The context of the term project experiment is limited only by the imagination. In previous classes, students have conducted experiments directly connected to their own research projects. The project is a nice way to get extra-mileage from this course; it can help students finish their research sooner. For industrial participants or those with an internship in industry, a project that they are involved with at work is a good possibility. If all else fails, a “household” experiment may be conducted, such as how does varying factors such as type of cooking oil, amount of oil, cooking temperature, pan type, brand of popcorn, etc. affect the yield and taste of popcorn). However, your instructor may have seen all the possible popcorn experiments than can be run, so be creative. The textbook web site has several examples of term projects from previous classes.

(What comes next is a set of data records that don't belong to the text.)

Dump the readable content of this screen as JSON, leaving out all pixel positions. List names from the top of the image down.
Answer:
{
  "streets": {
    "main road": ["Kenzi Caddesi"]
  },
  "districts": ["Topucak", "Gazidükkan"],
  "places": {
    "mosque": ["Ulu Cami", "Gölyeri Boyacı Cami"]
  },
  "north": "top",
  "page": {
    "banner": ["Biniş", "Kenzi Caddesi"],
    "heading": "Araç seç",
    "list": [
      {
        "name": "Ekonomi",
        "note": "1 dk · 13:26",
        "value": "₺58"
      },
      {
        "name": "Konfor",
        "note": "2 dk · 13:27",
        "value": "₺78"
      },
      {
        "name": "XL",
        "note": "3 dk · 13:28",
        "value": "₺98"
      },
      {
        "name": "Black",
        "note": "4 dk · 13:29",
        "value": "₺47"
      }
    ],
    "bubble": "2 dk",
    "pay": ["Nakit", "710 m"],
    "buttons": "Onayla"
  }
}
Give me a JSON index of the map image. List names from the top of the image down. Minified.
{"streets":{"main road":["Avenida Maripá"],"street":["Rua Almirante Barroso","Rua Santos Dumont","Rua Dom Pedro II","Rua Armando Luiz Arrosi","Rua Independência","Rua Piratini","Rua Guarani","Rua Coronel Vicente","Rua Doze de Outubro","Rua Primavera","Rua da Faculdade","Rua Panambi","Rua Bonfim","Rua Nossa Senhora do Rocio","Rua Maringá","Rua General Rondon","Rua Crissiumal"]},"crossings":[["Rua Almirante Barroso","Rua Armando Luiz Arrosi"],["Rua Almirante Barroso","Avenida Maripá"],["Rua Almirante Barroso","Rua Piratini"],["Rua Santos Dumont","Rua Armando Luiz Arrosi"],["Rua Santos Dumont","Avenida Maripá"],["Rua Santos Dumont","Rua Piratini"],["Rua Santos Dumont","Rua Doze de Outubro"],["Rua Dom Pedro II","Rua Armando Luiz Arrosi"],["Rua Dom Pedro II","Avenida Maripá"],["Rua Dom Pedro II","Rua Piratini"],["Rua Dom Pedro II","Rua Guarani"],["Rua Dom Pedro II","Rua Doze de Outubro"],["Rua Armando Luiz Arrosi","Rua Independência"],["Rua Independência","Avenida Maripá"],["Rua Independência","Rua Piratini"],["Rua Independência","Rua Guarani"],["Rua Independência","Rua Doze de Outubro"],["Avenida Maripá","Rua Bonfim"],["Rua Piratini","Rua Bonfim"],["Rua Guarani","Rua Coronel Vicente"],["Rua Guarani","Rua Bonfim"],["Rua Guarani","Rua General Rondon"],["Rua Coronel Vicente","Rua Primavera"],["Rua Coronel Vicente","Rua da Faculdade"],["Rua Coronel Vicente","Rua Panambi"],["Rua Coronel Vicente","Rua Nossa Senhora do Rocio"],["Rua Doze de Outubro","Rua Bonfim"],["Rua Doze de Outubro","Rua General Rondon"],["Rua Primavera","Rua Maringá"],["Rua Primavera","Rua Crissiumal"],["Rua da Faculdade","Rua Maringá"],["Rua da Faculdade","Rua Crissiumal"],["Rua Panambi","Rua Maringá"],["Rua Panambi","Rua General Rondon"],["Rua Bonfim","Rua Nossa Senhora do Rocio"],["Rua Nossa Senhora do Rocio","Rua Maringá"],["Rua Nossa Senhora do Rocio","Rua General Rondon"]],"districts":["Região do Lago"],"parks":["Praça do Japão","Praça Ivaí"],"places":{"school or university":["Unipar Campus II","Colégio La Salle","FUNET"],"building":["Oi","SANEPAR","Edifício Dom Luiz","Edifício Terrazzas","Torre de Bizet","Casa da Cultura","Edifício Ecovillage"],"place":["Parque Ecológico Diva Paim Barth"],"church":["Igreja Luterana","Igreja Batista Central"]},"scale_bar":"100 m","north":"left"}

These will give you a good idea about the types of experiments that have been conducted by previous groups of students, and how their reports were prepared. Some of these projects may be selected for class discussion/presentation, if time permits, and/or included on the department website. If you are willing to donate your project, please submit an electronic copy of the final report to your instructor.
Textbook
Introduction to Linear Regression Analysis, 3rd edition, by D.C. Montgomery, E.A. Peck, and G.G. Vining, John Wiley & Sons, New York, 2001
Reference/Review
Engineering Statistics, 3rd edition, by D.C. Montgomery, G.C. Runger, and N.F. Hubele, John Wiley & Sons, New York, 2004
About the Course
This is a basic course in regression analysis and model-building for engineers and physical/chemical scientists. It specifically focuses on building empirical models for relating an observed response to one or more predictor or regressor variables. Regression methods based on linear least squares are the primary technique presented, although some attention will be given to other parameter estimation techniques.
Modern regression analysis requires use of the computer. The software package utilized in this course is Minitab. Other statistical packages may be used for your homework, however, students will need to interpret Mintab output for exams. Additionally, the class will also illustrate some SAS output for features not supported by Minitab; students will not be required to learn SAS.
Prerequisite: one previous course in engineering statistics. Students do not need previous exposure to regression, but introductory knowledge of hypothesis testing, confidence intervals, and familiarity with matrix algebra is required.
Grading
The final grade is determined by two mid-term examinations (50%), a final examination (25%), and a term project (25%).
Requirements
Recommended homework exercises are provided with solutions. These are not submitted nor graded. A minimum number of exercises are assigned; more exercises may be necessary to master the material. Additional exercises will be presented in class before exams to show you typical questions and solved in class.
Exams are open book/notes and emphasize the interpretation of computer output and model-building concepts. A calculator is needed. The final exam is comprehensive.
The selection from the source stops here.